Nick Hall of Herbert Hall: an English sparkling whine
A few years ago it would have been a brave sommelier who included a bottle of English sparkling wine on their list. Today the opposite is true. It has become a must-have for the best restaurants and bars. Equally, a wide selection can be found in top retail stores like Harvey Nichols, Harrods and Fortnum & Mason. The price is comparable to that of Champagne and the quality is often better.
English fizz is not only good but it is stylish too. It is no longer consigned to rickety tables at the local village fête. When I planted a vineyard in Kent in 2007 I was convinced that the South of England could one day become recognised as a centre of viticultural and winemaking excellence. But I could not have imagined that in just a couple of years my own wine, Herbert Hall, would be stocked by the likes of The Café Royal, The Ivy, Bibendum, Le Caprice and others. It was even featured in GQ Magazine.
The industry’s success has been driven by a leap both in quality and branding. Fresh, clean, designs speak of finesse and modern English elegance. Herbert Hall was conceived as an ‘artisan’ brand – but only in the sense that a Savile Row suit is ‘artisan’ – the best of fine English craftsmanship with attention given to every handmade detail.

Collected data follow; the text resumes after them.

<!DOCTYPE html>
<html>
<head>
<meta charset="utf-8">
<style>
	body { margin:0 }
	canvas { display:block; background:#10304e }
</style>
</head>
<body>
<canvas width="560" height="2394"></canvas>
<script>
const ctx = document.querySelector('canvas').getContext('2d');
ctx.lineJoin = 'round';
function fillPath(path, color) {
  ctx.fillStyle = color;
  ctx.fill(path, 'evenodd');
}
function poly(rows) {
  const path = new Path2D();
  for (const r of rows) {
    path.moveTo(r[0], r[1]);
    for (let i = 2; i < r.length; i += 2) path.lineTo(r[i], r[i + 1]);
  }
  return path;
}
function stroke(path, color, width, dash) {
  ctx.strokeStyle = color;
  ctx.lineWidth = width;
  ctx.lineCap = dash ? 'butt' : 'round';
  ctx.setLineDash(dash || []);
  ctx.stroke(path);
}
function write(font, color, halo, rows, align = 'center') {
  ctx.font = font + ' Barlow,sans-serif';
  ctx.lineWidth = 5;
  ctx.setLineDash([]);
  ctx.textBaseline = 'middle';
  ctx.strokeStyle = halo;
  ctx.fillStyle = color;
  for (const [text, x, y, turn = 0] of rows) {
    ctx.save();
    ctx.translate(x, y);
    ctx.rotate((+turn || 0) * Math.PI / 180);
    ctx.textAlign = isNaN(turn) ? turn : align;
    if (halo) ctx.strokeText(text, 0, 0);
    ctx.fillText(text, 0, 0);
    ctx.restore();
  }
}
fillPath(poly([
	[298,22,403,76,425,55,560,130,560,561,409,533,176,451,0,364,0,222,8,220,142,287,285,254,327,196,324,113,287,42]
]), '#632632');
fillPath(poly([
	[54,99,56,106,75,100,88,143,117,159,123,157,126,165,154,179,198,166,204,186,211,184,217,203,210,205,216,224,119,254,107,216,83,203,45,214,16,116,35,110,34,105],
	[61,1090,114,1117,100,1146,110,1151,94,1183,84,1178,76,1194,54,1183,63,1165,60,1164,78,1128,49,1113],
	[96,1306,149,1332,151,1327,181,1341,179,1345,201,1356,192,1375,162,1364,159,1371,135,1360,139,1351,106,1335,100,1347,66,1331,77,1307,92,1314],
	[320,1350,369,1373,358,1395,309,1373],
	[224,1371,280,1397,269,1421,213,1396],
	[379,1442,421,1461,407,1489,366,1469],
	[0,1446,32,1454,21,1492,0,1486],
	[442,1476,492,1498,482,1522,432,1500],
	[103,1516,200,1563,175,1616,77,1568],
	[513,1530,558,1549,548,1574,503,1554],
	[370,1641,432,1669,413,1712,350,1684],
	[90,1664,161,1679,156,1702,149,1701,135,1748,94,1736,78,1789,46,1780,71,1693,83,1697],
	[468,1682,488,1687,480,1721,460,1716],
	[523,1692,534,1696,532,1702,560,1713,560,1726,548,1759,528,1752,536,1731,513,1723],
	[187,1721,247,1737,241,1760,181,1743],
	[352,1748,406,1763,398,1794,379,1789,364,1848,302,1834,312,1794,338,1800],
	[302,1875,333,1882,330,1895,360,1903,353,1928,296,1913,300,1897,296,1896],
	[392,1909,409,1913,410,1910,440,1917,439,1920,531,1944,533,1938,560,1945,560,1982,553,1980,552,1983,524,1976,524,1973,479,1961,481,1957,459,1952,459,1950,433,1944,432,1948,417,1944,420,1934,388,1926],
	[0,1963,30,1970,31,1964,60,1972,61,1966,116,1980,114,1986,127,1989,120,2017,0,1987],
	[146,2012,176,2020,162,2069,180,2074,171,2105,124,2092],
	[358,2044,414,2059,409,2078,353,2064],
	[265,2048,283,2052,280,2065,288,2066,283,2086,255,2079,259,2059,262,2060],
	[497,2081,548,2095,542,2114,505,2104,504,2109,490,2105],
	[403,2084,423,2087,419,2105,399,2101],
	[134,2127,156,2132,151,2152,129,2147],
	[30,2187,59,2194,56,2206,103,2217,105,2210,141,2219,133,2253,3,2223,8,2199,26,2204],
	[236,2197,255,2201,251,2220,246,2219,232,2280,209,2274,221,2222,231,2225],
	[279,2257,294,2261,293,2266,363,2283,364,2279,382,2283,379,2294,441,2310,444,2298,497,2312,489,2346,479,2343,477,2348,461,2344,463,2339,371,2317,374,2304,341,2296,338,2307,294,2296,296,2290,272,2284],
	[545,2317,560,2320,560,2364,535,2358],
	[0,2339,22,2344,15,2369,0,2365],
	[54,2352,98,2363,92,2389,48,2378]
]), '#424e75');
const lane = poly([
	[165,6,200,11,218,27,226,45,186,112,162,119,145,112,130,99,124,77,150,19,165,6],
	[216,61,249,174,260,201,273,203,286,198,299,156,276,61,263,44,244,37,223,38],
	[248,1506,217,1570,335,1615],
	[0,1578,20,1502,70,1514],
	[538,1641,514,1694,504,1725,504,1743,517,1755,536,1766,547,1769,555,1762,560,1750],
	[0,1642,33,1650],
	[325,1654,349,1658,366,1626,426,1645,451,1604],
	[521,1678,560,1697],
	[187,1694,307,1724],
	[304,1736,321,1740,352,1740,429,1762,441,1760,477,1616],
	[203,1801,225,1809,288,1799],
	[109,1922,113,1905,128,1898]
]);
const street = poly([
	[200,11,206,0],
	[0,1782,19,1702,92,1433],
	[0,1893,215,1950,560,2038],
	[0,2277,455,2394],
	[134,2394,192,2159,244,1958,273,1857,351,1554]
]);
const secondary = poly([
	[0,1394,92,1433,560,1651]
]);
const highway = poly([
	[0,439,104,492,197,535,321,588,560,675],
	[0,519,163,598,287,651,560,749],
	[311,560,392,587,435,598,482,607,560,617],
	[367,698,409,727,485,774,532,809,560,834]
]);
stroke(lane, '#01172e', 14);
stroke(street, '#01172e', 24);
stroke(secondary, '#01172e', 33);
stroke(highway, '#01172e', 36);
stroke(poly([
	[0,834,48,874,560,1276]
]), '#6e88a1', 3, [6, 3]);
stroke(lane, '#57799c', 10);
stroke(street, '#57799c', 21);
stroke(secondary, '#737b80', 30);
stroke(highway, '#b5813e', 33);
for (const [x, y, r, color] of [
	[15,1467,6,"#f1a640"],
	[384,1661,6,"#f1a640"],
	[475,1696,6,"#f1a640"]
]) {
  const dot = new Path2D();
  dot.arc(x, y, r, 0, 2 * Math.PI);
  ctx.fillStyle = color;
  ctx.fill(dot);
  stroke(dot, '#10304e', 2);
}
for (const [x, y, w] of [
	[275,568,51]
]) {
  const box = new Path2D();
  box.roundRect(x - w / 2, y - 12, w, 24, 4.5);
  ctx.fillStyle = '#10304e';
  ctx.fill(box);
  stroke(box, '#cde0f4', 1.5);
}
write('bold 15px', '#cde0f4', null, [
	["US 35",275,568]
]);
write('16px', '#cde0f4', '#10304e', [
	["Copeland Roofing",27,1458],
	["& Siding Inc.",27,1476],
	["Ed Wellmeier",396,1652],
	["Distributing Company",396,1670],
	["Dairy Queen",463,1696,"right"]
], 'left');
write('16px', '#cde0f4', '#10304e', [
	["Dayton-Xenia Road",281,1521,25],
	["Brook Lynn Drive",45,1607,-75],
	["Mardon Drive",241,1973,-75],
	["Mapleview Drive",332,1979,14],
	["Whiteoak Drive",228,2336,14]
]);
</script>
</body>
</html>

As Malcolm Gladwell might have said – English wine has ‘tipped’. It has gone from obscure novelty to the mainstream. But there remains one small albeit persistent issue that increasingly jars with the hard-won sophistication of the product. And that is the name: ‘Sparkling Wine’. Many people think it fails to deliver a sense of the product’s unique quality and attributes in the way that the term Champagne does for the sparkling wines made in Northern France.
Indeed it is a conundrum that taxes the finest marketing brains the English wine industry has to offer. A couple of producers have come up with their own unilateral suggestions for a generic name but neither has caught the imagination.
Just as English wine morphed from slightly embarrassing hobbledehoy to Belle of the Ball so perhaps the term sparkling wine will eventually shake off its somewhat ‘Non-U’ status. But until then it remains open for a creative advertising genius to settle down with a large glass of English fizz and to think up a name to describe it. If they succeed they could carve themselves a place in winemaking history.
Nick Hall (left) worked for Marketing Week and Grey International in the 1990s. He left London ten years ago to become a winemaker in Kent. His award-winning, Herbert Hall sparkling wine brand quickly achieved cult status and was picked by the Wall Street Journal as one of the top ten sparkling wines in the World. It has been a leading force in the shifting perception of English sparkling wines from curiosity to premium.